Stored data:
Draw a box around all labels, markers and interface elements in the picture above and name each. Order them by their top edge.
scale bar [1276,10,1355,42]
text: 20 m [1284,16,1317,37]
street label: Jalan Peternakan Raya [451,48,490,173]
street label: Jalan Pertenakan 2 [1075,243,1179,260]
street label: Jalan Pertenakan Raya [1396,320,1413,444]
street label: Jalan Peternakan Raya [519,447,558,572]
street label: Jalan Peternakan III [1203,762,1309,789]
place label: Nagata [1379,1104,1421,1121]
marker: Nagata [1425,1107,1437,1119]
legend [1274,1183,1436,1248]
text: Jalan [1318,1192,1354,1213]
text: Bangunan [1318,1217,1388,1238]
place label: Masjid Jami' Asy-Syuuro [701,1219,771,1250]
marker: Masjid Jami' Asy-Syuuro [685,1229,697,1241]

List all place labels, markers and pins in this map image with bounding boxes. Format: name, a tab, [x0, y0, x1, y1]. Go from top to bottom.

* * *

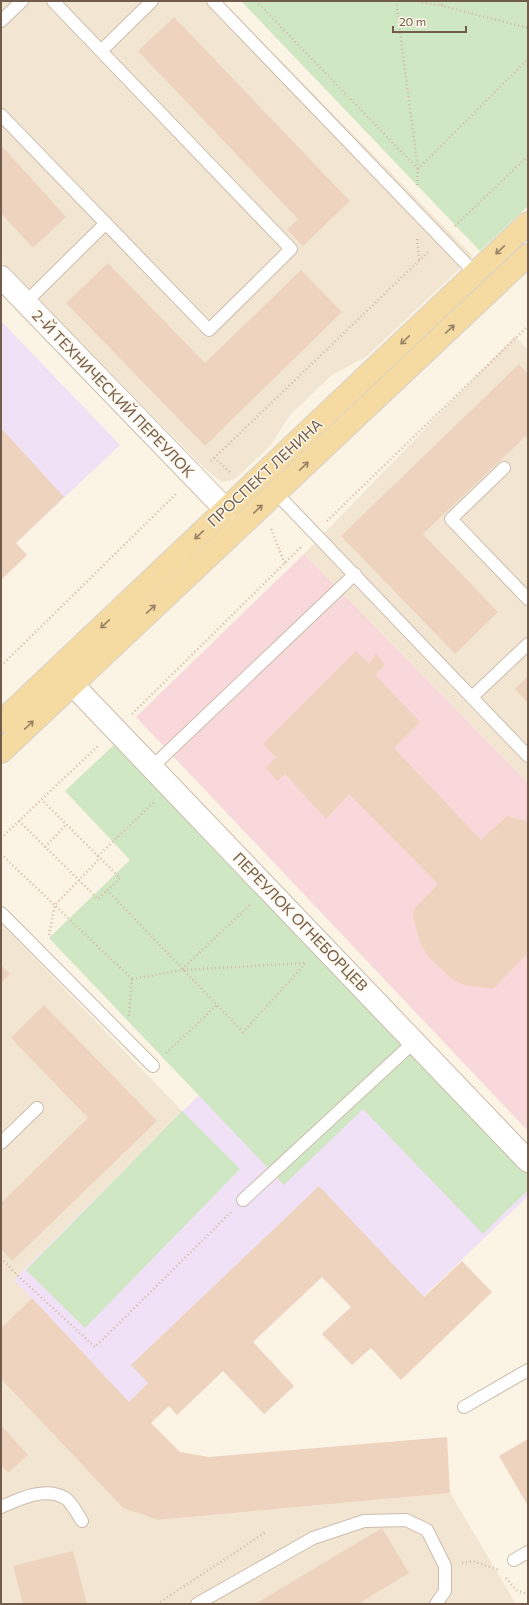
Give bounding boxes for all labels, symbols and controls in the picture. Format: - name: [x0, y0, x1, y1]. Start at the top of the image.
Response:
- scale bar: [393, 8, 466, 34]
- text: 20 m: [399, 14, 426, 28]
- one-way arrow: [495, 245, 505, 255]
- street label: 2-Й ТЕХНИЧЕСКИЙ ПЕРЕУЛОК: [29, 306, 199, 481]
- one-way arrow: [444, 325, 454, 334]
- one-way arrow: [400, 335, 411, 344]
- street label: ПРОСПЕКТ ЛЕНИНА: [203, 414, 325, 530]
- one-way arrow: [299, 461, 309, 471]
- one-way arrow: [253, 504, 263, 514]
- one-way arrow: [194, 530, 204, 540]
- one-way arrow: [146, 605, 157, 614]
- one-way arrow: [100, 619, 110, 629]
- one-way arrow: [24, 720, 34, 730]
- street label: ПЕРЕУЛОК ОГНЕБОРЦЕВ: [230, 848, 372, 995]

◆ **The problem**:
Every line above from the line with "Draw a box around" to the line with "List all place", inclusive, must be returned exactly; no other line belongs in the reply.

◆ **Solved problem**:
Draw a box around all labels, markers and interface elements in the picture above and name each. Order them by their top edge.
scale bar [1276,10,1355,42]
text: 20 m [1284,16,1317,37]
street label: Jalan Peternakan Raya [451,48,490,173]
street label: Jalan Pertenakan 2 [1075,243,1179,260]
street label: Jalan Pertenakan Raya [1396,320,1413,444]
street label: Jalan Peternakan Raya [519,447,558,572]
street label: Jalan Peternakan III [1203,762,1309,789]
place label: Nagata [1379,1104,1421,1121]
marker: Nagata [1425,1107,1437,1119]
legend [1274,1183,1436,1248]
text: Jalan [1318,1192,1354,1213]
text: Bangunan [1318,1217,1388,1238]
place label: Masjid Jami' Asy-Syuuro [701,1219,771,1250]
marker: Masjid Jami' Asy-Syuuro [685,1229,697,1241]

List all place labels, markers and pins in this map image with bounding boxes. Format: name, a tab, [x0, y0, x1, y1]. Go from top to bottom.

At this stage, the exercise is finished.